A decade of historically low interest rates has been a boon to borrowers but disastrous for many owners of the nation’s 50,000 active cemeteries. They depend upon investment income from endowment care trusts to pay for care and maintenance, since most states prohibit cemeteries from invading the principal of an endowment care trust.

But interest rates have fallen over the last quarter century, resulting in lower returns for interest-generating investments held in cemetery trusts. Meanwhile, as income has plummeted, maintenance costs have increased, leaving cemetery owners scrambling to stay afloat.

“There may be millions of dollars in an endowment, but the cemetery owners are left with only this thin little income stream trickling out because so much of what’s in the fund is either original investment or capital gains,” says Robert M. Fells, Executive Director of the International Cemetery, Cremation and Funeral Association, based in Sterling, Virginia.

In response, cemeteries are searching for alternatives to the traditional fixed-income investment portfolio strategies that have supported the care and maintenance of their property. Two primary strategies are gaining momentum: The first, a total-return approach, allows cemetery owners to spend a fixed percentage of their endowments’ overall value each year, rather than being restricted to investment income. The second strategy, a reconsideration of capital gains, involves counting the sale of equity investments, including stocks, as income rather than as additional funds to an endowment’s principal.

Both philosophies promise to ease the cash crunch for cemetery owners. But there’s a catch: Both approaches require favorable state laws. Since 2009, Tennessee, Iowa, Missouri, Oklahoma and Florida have modified their statutes so cemeteries can adopt the total-return approach, and more states are likely to follow. And the capital-gains-as-income approach is also permitted in only a handful of states.
(Since the creation of this article, six additional states have adopted Total Return legislations: Arizona, Colorado, Georgia, Nevada, Texas, and Virginia.)
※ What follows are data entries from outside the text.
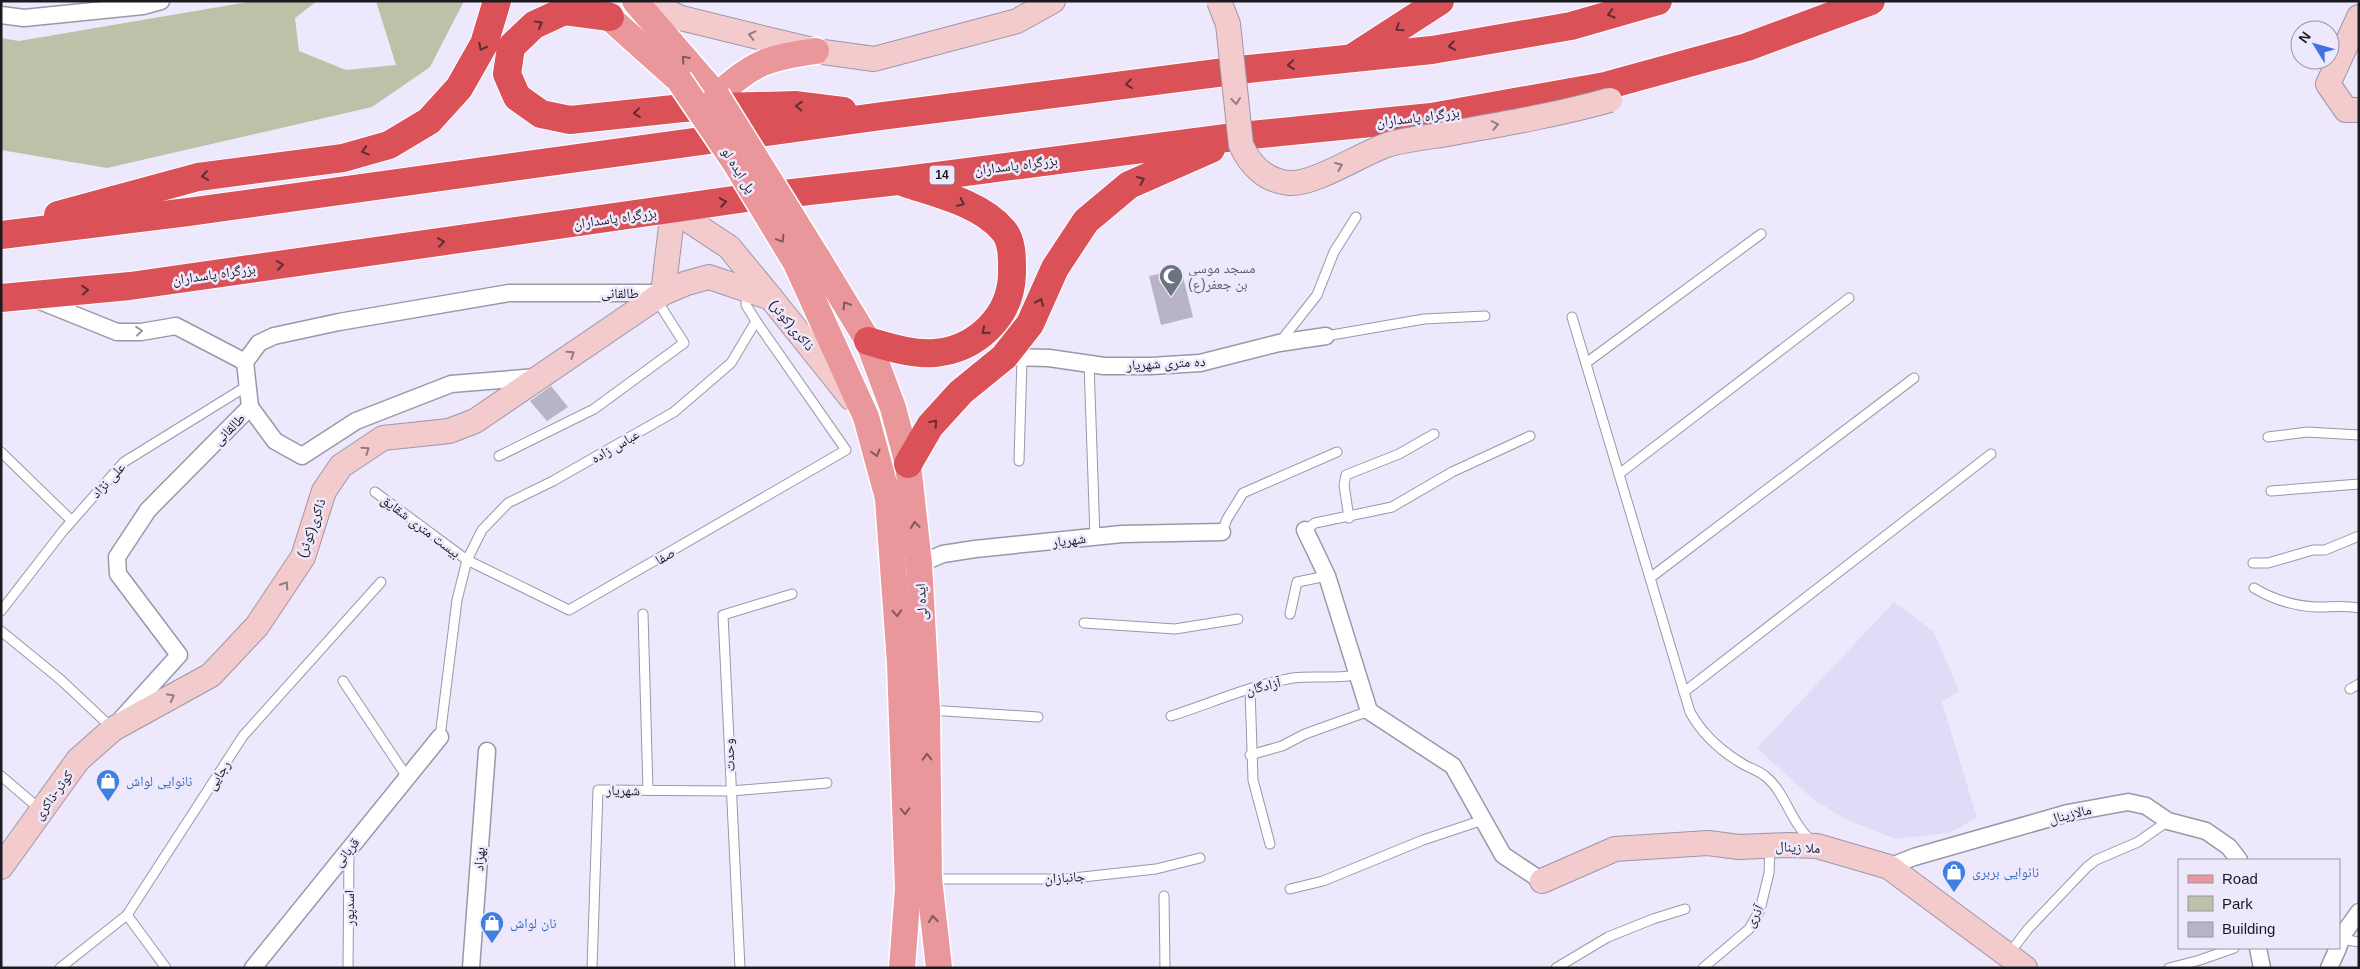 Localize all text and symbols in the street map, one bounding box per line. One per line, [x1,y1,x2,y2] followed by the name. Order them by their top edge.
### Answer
[1608,9,1616,19] one-way arrow
[533,20,542,30] one-way arrow
[2290,20,2340,70] north arrow
[1395,21,1404,31] one-way arrow
[2295,28,2314,46] text: N
[747,30,756,41] one-way arrow
[1448,41,1457,51] one-way arrow
[478,42,488,51] one-way arrow
[682,55,691,64] one-way arrow
[1286,59,1294,70] one-way arrow
[1125,78,1133,89] one-way arrow
[1230,97,1241,105] one-way arrow
[794,101,802,112] one-way arrow
[1375,104,1461,131] street label: بزرگراه پاسداران
[632,107,640,118] one-way arrow
[1491,121,1500,131] one-way arrow
[718,144,759,197] street label: پل ایده لو
[362,146,370,156] one-way arrow
[973,152,1059,179] street label: بزرگراه پاسداران
[1334,162,1343,173] one-way arrow
[930,166,954,184] road number: 14
[201,171,209,181] one-way arrow
[1136,175,1145,186] one-way arrow
[720,197,728,208] one-way arrow
[956,197,965,207] one-way arrow
[572,204,658,233] street label: بزرگراه پاسداران
[775,233,785,242] one-way arrow
[437,238,446,248] one-way arrow
[171,260,257,289] street label: بزرگراه پاسداران
[277,260,285,271] one-way arrow
[1188,260,1255,294] place label: مسجد موسی بن جعفر(ع)
[1158,263,1184,297] mosque icon: مسجد موسی بن جعفر(ع)
[81,285,89,296] one-way arrow
[601,285,639,302] street label: طالقانی
[765,296,818,354] street label: ذاکری(کوثر)
[1033,298,1044,307] one-way arrow
[843,302,853,311] one-way arrow
[136,326,144,337] one-way arrow
[982,326,991,334] one-way arrow
[565,351,575,360] one-way arrow
[1125,353,1206,374] street label: ده متری شهریار
[210,410,249,449] street label: طالقانی
[928,420,936,429] one-way arrow
[588,426,642,467] street label: عباس زاده
[360,447,369,456] one-way arrow
[870,448,880,456] one-way arrow
[88,459,129,502] street label: علی نژاد
[377,491,464,563] street label: بیست متری شقایق
[293,496,330,560] street label: ذاکری(کوثر)
[910,521,921,529] one-way arrow
[1050,530,1087,551] street label: شهریار
[652,544,678,568] street label: صفا
[278,581,288,590] one-way arrow
[912,583,931,621] street label: ایده لی
[891,610,902,618] one-way arrow
[1244,674,1283,699] street label: آزادگان
[166,693,175,703] one-way arrow
[720,738,739,772] street label: وحدت
[922,753,933,761] one-way arrow
[202,757,234,793] street label: رجایی
[30,767,77,823] street label: کوثر-ذاکری
[95,768,121,802] shop icon: نانوایی لواش
[126,773,193,790] place label: نانوایی لواش
[605,782,640,799] street label: شهریار
[2047,801,2093,828] street label: مالازینال
[900,807,910,815] one-way arrow
[330,834,363,870] street label: قربانی
[1775,838,1821,857] street label: ملا زینال
[470,846,489,872] street label: بهزاد
[1941,859,1967,893] shop icon: نانوایی بربری
[2178,859,2340,949] legend
[1972,864,2039,881] place label: نانوایی بربری
[1044,868,1086,887] street label: جانبازان
[2222,870,2258,887] text: Road
[341,890,358,927] street label: اسدپور
[2222,895,2253,912] text: Park
[1741,902,1768,931] street label: آذری
[479,910,505,944] shop icon: نان لواش
[510,915,557,932] place label: نان لواش
[928,915,939,923] one-way arrow
[2222,920,2275,937] text: Building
The relaxation of state statutes is definitely a trend. ”But it’s still just the beginning of a trend,” says David Falconer, Funeral and Cemetery Trust Services Manager at Regions.
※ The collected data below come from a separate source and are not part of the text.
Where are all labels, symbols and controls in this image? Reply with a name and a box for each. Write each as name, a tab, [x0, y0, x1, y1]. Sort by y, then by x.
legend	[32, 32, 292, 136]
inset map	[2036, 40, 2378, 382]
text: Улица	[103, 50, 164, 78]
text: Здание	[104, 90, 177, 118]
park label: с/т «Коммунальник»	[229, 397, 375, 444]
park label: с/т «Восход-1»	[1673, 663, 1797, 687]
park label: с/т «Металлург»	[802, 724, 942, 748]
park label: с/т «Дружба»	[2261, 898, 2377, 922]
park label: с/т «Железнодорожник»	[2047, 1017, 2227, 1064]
The shifting regulatory environment creates opportunities, but it also creates complexities that many cemetery owners may not be equipped to handle.

“It can be very challenging for a cemetery owner to keep up with what’s going on right now on a state-by-state basis and see all the trends,” he says.

New Challenges for a Traditional Strategy

Traditionally, investments such as bonds and CDs had three things working in their favor: They were secure, paid a predictable income, and provided accessible income to cemeteries. As a result, portfolios heavily weighted toward fixed-income investments became a default strategy for cemeteries. Though falling interest rates put a squeeze on cemetery owners, the system worked well until the Great Recession.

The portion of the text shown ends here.